● **TASK TO COMPLETE**:
Look through the records below, and copy out every line that holds the string "banner".

● **WORKING DATA**:
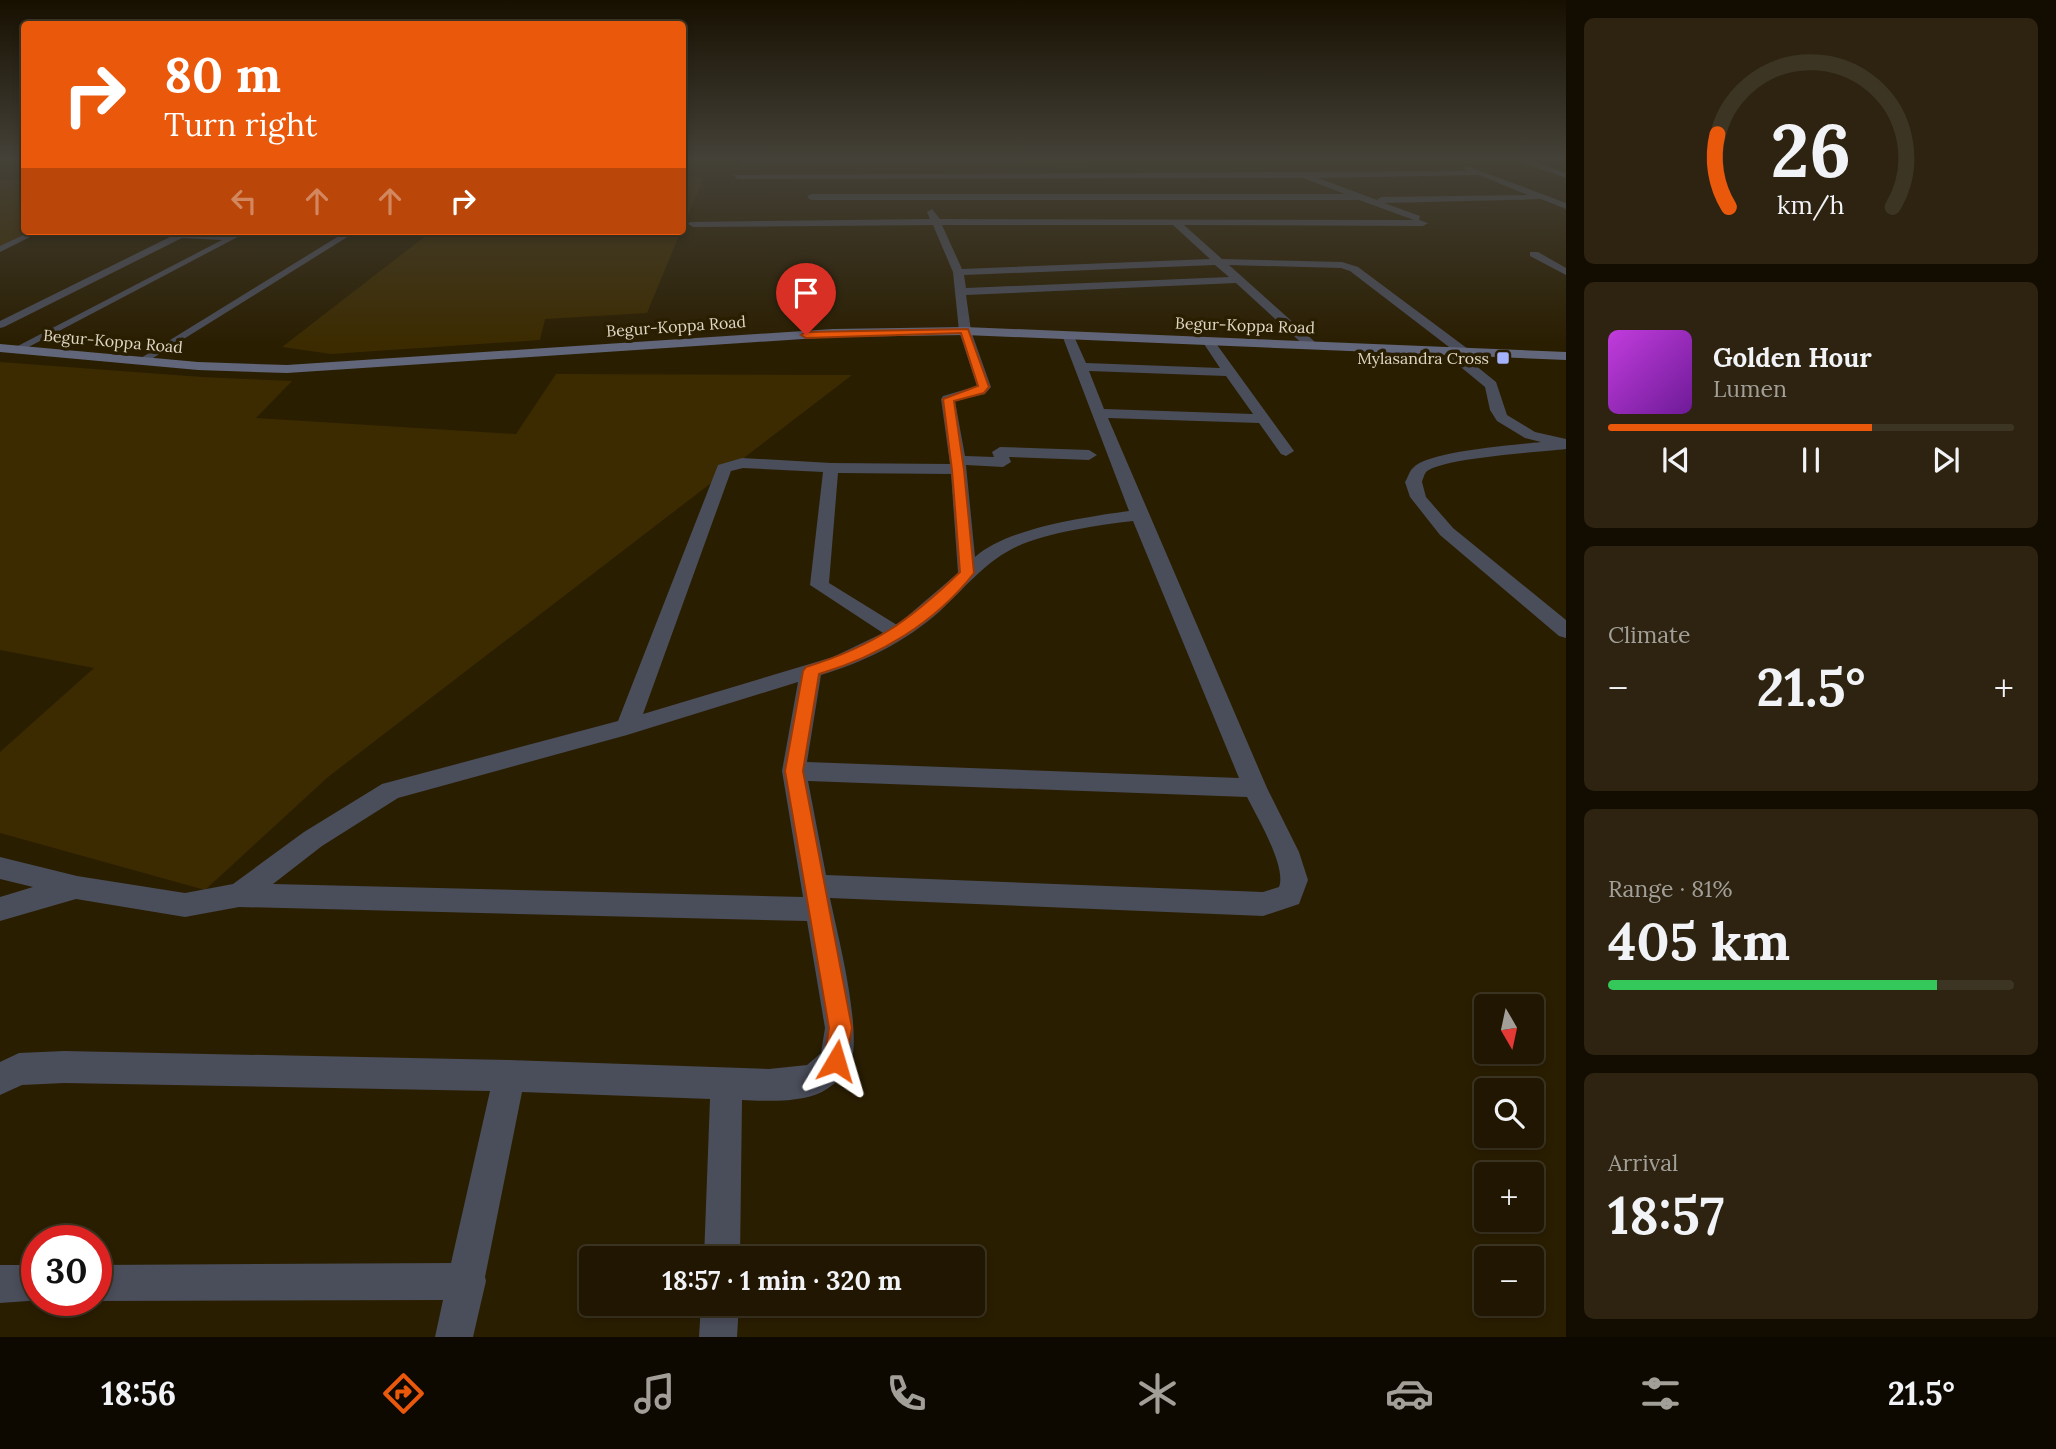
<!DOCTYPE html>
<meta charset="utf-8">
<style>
body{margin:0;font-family:Lora,serif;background:#2d2310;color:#f1f3f6;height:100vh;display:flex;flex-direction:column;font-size:26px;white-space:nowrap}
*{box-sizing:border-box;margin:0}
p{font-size:23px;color:#a29f99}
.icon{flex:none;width:38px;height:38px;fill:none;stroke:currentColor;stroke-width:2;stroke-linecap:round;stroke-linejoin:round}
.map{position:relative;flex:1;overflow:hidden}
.side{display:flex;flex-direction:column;gap:18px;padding:18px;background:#120c01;width:490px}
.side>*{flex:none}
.banner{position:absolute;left:21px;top:21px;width:665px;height:214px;border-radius:7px;box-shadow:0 4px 10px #0003,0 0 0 2px #3d3523;background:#ea580c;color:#fff;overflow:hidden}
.needle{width:46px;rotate:171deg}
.buttons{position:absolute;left:1474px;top:994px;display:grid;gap:14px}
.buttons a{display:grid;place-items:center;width:70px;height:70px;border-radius:7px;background:#201601;box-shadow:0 4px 10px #0003,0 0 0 2px #3d3523;font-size:35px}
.speed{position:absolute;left:21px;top:1225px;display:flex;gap:14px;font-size:35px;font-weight:700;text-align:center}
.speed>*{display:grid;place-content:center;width:91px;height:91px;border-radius:50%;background:#201601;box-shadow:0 4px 10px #0003,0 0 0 2px #3d3523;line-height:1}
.speed .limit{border:10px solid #d22;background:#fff;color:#111}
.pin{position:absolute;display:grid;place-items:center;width:60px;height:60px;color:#fff;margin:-72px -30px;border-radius:50% 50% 50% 0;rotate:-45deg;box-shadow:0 0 7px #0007}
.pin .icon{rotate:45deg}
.me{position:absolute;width:77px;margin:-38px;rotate:7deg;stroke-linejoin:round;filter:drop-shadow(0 0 5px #0008)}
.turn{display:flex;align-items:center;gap:24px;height:147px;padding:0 28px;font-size:32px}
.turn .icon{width:91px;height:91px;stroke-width:2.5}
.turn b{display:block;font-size:49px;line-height:60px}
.lanes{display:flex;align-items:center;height:66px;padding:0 28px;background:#0003;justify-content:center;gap:35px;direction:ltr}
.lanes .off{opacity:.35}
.big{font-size:52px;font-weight:700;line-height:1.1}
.side .tile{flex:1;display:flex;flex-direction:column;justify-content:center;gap:10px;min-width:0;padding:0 24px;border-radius:10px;background:#2d2310}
.side .dial{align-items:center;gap:0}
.dial svg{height:182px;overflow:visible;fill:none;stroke:#3d3523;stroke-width:7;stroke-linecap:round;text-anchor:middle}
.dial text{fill:#f1f3f6;stroke:none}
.song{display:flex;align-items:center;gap:21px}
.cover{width:84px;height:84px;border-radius:10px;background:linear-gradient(135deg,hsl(290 70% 55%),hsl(280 70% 35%))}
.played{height:7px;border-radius:4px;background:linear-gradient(90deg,#ea580c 65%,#3d3523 65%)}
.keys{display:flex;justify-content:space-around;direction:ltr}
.heat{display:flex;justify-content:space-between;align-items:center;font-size:38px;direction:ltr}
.charge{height:10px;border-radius:5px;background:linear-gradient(90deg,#34c759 81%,#3d3523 0)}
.trip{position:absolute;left:579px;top:1246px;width:406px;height:70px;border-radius:7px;background:#201601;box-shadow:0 4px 10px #0003,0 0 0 2px #3d3523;font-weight:700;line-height:70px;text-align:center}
.tabs{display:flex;height:112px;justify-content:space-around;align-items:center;background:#0d0900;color:#a29f99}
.tabs .icon{width:49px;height:49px}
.tabs .active{color:#ea580c}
.tabs b{font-size:32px;color:#f1f3f6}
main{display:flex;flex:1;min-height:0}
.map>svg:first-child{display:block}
</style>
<main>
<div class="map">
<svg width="1566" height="1337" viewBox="0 0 1566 1337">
<rect width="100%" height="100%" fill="#2a1e01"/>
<g fill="#3c2b00">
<path d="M683 176 704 177 683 228 682 176Z"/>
<path d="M0 180H24V231H35L0 247Z"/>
<path d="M432 231H681L647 313 545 319 540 340 331 354 282 347Z"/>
<path d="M0 362 202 377 292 381 256 418 516 434 556 374 852 375 328 777 205 890 0 833V752L94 668 0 650Z"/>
</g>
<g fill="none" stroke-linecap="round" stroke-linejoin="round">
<g fill="#4a4d5a" fill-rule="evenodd">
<path d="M32 231H42L0 252V246Z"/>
<path d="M239 231H249L19 352 10 350 222 240 182 238 4 327 0 328V321L178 233 230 235Z"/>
<path d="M347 231H357L145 363 136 361Z"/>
</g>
<g fill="#4a4d5a" fill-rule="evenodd">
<path d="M743 158H1442L1438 160 743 162 739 160Z"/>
<path d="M1512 158H1523L1566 173V178Z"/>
<path d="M1467 166 1566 203V209L1541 199 1384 203 1420 216 1419 220 1428 223 1423 226 1184 225 1222 259 1342 262 1358 267 1468 349 1469 352 1464 356 1496 382 1507 415 1535 432 1566 439V449C1541 452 1441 458 1426 472 1425 473 1422 481 1422 482L1426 497 1453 528 1566 620V638L1559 636 1440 535 1410 497 1405 482C1408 478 1409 471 1413 468 1428 451 1516 445 1541 442L1525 438 1497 421 1490 410 1485 387 1445 354 1444 351 1449 347 1350 271 1341 268 1229 265 1315 342 1317 345 1311 349 1307 348 1236 283 966 295 971 331 991 387 985 394 955 401 965 456 994 457 992 452 1000 447 1089 450 1097 455 1089 460 1009 457 1011 462 1003 467 966 465 975 557C1007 528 1086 517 1129 511L1062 335 1064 332H1072L1086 363 1220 368 1202 341 1204 338H1212L1294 451 1286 456 1281 454 1259 423 1108 418 1267 788 1299 852 1308 880 1299 904 1263 916 830 898C837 933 867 1045 847 1072 841 1079 829 1088 822 1092 799 1103 766 1101 742 1100L740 1258H704L710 1099 522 1092 485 1277 486 1281 473 1337H435L443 1300 96 1301 93 1300H96V1265L451 1263 490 1091 64 1083 22 1085 0 1095V1062L19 1053 64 1051 509 1060 769 1069 807 1065 821 1053 825 1028 807 921 239 907 185 917 76 899 0 921V897L33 887 0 879V857L77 876 185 893 233 884 304 832 382 784 618 721 718 465 742 458 831 463 950 464 941 399 943 396 977 386 959 331 953 272 933 225 693 227 688 224 690 222 930 219 927 212 932 209 940 219 1414 220 1359 200H811L807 197 811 194H1345L1303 178 737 179 734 175 1467 171 1463 168ZM1479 175 1528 195 1381 197 1377 200 1318 178ZM942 225H1173L1210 259 962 269ZM1215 265 1229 277 966 288 964 275ZM1089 371 1226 376 1253 414 1104 409ZM743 468 823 472 810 585 883 633 833 657 643 714 731 471ZM838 473 951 474 958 573 897 625 829 583ZM1133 521 1239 778 807 762 821 675C864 662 905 642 939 612 963 590 983 564 1012 549 1042 533 1099 525 1133 521ZM798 682 782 771 803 897 273 884 322 846 398 798 627 735ZM808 781 1247 797C1257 817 1287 867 1279 887L1263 892 826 875Z"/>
<path d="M1530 252H1538L1566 268V275L1530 256Z"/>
<path d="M0 1265H37V1300H42L0 1303Z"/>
<path d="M701 1304H739L737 1337H699Z"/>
</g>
<path fill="#62667b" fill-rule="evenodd" d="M965 327 1566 352V360L965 335 833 337 287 373 198 370 0 352V344L198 362 287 365 833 329Z"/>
</g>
<linearGradient id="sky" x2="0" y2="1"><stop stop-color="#171001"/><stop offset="0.46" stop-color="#444138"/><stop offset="1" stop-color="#444138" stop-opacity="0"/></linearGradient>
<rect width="1566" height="345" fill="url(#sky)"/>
<path fill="#ea580c" stroke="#983908" stroke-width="2" d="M968 329 989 387 984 393 954 401 964 470 974 573C935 623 879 656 819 674L803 771 852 1028 844 1070 836 1073 827 1070 824 1061 829 1028 785 771 803 671 806 667C874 646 909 621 960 572L952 470 943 399 978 386 961 333 806 338 801 335 806 332Z"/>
<rect fill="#a4b2fc" stroke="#2a1e01" stroke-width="2.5" x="1496" y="351" width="14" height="14" rx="3.5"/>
<g text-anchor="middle" stroke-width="7" stroke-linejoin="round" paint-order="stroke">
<g font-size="16" fill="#dfd8c7" stroke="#2a1e01">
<text transform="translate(1245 325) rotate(2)" y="6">Begur-Koppa Road</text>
<text transform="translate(676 326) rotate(-4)" y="6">Begur-Koppa Road</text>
<text transform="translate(113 341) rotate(5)" y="6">Begur-Koppa Road</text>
</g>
<g font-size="16" fill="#dfd8c7" stroke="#2a1e01" text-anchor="end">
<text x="1489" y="364">Mylasandra Cross</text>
</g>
</g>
</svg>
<div class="buttons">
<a><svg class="needle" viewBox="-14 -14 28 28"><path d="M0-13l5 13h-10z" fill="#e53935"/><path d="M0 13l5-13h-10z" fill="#a29f99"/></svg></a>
<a><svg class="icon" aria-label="search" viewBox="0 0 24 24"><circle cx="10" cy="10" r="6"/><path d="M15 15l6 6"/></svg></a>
<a>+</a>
<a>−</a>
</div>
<div class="speed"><div class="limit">30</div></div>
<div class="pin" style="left:806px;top:335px;background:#d93025"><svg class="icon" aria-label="arrive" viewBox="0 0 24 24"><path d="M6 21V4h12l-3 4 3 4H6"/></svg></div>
<svg class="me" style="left:836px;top:1061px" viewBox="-20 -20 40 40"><path d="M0-17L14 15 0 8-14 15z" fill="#ea580c" stroke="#fff" stroke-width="4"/></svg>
<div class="trip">18:57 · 1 min · 320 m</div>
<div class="banner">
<div class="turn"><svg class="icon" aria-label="right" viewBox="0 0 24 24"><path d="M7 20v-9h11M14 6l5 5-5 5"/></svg><div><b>80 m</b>Turn right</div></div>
<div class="lanes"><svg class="icon off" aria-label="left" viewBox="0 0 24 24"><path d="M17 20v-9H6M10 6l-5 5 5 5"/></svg><svg class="icon off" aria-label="ahead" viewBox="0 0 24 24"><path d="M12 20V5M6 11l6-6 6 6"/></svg><svg class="icon off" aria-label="ahead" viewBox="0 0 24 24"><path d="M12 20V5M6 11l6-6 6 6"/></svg><svg class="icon" aria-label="right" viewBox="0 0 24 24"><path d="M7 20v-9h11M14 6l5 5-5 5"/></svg></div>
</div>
</div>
<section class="side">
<div class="tile dial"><svg viewBox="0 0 100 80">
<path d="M14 69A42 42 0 1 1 86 69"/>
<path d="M14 69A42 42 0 0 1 9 37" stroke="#ea580c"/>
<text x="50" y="56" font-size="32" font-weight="700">26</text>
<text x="50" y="72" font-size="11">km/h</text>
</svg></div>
<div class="tile">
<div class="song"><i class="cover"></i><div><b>Golden Hour</b><p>Lumen</p></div></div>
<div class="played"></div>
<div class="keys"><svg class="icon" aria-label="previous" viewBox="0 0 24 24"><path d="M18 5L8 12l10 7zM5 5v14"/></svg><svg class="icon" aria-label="pause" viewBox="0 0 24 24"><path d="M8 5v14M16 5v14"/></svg><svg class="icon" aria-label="next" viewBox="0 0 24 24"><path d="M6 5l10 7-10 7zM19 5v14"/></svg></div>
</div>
<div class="tile"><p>Climate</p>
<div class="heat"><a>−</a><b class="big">21.5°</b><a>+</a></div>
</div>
<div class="tile"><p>Range · 81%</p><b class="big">405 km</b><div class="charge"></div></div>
<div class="tile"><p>Arrival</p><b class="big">18:57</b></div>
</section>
</main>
<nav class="tabs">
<b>18:56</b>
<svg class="icon active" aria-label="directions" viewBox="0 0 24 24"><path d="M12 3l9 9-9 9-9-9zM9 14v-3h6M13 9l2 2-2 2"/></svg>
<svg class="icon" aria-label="music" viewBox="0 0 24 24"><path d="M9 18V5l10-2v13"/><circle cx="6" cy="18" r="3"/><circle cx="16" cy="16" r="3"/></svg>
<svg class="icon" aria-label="phone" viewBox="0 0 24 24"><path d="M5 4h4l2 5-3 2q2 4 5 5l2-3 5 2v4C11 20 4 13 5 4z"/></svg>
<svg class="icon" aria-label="climate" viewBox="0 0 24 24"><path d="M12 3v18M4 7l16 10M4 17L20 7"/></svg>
<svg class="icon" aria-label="car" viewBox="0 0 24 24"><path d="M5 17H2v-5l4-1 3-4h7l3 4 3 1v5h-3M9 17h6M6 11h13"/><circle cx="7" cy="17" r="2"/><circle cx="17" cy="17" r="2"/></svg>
<svg class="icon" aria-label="filters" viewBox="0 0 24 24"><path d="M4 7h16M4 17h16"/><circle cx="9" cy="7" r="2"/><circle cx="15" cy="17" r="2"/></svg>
<b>21.5°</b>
</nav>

● **EXPECTED ANSWER**:
.banner{position:absolute;left:21px;top:21px;width:665px;height:214px;border-radius:7px;box-shadow:0 4px 10px #0003,0 0 0 2px #3d3523;background:#ea580c;color:#fff;overflow:hidden}
<div class="banner">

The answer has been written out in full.